▶ [Information]:
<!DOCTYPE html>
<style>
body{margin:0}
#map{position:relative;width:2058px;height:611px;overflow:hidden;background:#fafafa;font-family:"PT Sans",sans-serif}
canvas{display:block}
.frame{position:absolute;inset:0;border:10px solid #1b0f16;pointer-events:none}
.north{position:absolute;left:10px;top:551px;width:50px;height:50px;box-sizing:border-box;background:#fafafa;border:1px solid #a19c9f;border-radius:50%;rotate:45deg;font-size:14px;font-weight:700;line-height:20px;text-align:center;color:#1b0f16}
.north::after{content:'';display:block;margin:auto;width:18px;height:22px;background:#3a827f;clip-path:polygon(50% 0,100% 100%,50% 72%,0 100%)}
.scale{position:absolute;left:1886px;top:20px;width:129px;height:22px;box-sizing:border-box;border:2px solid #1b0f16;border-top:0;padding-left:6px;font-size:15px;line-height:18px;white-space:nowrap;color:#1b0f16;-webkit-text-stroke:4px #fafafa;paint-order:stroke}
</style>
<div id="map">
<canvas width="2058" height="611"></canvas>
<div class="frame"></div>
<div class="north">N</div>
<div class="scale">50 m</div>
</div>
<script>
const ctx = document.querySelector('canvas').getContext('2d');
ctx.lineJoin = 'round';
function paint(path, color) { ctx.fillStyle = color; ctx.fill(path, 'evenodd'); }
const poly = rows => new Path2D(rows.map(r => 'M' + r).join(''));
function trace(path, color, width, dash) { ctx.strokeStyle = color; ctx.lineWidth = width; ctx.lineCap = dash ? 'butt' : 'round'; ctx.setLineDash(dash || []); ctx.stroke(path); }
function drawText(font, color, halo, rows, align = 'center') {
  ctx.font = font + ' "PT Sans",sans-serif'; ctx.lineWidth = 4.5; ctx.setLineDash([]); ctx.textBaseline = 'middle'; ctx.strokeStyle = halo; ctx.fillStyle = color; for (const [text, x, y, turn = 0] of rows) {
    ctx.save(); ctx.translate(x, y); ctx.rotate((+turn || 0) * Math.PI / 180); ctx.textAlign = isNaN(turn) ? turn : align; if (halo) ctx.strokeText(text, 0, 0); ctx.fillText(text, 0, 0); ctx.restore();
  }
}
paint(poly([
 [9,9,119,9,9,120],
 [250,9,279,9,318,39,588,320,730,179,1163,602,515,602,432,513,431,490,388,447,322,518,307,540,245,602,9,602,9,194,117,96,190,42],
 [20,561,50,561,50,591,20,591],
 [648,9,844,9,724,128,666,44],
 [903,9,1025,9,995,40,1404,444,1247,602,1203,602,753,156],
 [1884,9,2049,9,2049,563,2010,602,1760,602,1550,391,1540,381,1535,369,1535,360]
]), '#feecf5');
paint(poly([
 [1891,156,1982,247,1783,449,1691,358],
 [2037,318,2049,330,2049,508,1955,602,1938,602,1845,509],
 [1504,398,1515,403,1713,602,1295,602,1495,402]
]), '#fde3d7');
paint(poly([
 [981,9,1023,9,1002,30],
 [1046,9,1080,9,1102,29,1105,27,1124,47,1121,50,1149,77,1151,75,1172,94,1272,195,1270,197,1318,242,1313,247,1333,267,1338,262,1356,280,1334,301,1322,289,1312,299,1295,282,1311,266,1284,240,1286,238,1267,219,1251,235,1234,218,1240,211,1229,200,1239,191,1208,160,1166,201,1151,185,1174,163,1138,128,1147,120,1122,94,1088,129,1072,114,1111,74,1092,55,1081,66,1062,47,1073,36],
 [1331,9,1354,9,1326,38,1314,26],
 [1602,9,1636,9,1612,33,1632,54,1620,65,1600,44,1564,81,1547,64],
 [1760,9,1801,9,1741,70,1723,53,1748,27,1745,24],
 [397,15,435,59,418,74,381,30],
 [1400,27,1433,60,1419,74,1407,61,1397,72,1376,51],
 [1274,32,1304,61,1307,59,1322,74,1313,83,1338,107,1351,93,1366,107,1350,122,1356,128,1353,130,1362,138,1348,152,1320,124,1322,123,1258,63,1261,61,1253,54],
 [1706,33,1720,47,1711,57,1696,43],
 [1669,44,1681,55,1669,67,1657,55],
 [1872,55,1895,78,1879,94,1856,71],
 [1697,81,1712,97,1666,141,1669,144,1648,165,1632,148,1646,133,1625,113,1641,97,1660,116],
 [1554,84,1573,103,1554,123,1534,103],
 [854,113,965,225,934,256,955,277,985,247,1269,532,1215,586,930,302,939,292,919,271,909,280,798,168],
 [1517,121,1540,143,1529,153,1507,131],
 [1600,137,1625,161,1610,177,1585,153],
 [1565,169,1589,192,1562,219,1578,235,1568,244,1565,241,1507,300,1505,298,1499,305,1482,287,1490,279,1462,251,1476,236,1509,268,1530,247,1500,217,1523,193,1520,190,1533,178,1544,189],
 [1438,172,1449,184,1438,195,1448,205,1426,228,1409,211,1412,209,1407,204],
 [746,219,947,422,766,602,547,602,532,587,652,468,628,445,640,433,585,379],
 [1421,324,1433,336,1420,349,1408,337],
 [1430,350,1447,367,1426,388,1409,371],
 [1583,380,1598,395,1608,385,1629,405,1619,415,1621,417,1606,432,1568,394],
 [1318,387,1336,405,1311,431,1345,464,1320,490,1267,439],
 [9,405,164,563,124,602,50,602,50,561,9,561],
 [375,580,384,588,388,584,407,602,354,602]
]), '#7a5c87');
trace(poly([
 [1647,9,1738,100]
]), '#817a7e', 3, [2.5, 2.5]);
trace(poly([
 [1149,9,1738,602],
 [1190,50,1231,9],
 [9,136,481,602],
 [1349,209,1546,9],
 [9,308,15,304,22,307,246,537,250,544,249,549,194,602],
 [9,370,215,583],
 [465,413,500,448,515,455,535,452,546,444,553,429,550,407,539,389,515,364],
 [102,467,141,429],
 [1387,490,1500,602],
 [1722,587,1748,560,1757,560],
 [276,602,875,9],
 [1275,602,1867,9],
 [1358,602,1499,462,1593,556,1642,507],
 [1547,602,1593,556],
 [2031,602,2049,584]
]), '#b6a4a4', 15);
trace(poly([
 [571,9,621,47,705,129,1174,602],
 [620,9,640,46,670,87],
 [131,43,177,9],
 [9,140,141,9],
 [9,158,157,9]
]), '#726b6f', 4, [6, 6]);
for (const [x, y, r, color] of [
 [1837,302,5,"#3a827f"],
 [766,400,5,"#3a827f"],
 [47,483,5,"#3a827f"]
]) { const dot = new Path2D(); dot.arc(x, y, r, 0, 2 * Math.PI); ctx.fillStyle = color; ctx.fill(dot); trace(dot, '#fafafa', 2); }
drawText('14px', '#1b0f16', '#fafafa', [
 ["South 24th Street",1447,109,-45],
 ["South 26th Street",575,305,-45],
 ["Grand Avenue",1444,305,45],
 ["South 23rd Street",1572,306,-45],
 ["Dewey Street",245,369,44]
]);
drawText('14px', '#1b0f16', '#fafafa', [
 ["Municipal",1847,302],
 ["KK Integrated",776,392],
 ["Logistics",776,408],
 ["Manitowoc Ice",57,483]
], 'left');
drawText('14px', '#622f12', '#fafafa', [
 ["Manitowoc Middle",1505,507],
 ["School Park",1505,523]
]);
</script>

▶ [Work to complete]: Every line from the start of the listing through the line with "0,100% 100%,50% 72%,0" should be reproduced exactly, and no other line.

▶ [Task output]:
<!DOCTYPE html>
<style>
body{margin:0}
#map{position:relative;width:2058px;height:611px;overflow:hidden;background:#fafafa;font-family:"PT Sans",sans-serif}
canvas{display:block}
.frame{position:absolute;inset:0;border:10px solid #1b0f16;pointer-events:none}
.north{position:absolute;left:10px;top:551px;width:50px;height:50px;box-sizing:border-box;background:#fafafa;border:1px solid #a19c9f;border-radius:50%;rotate:45deg;font-size:14px;font-weight:700;line-height:20px;text-align:center;color:#1b0f16}
.north::after{content:'';display:block;margin:auto;width:18px;height:22px;background:#3a827f;clip-path:polygon(50% 0,100% 100%,50% 72%,0 100%)}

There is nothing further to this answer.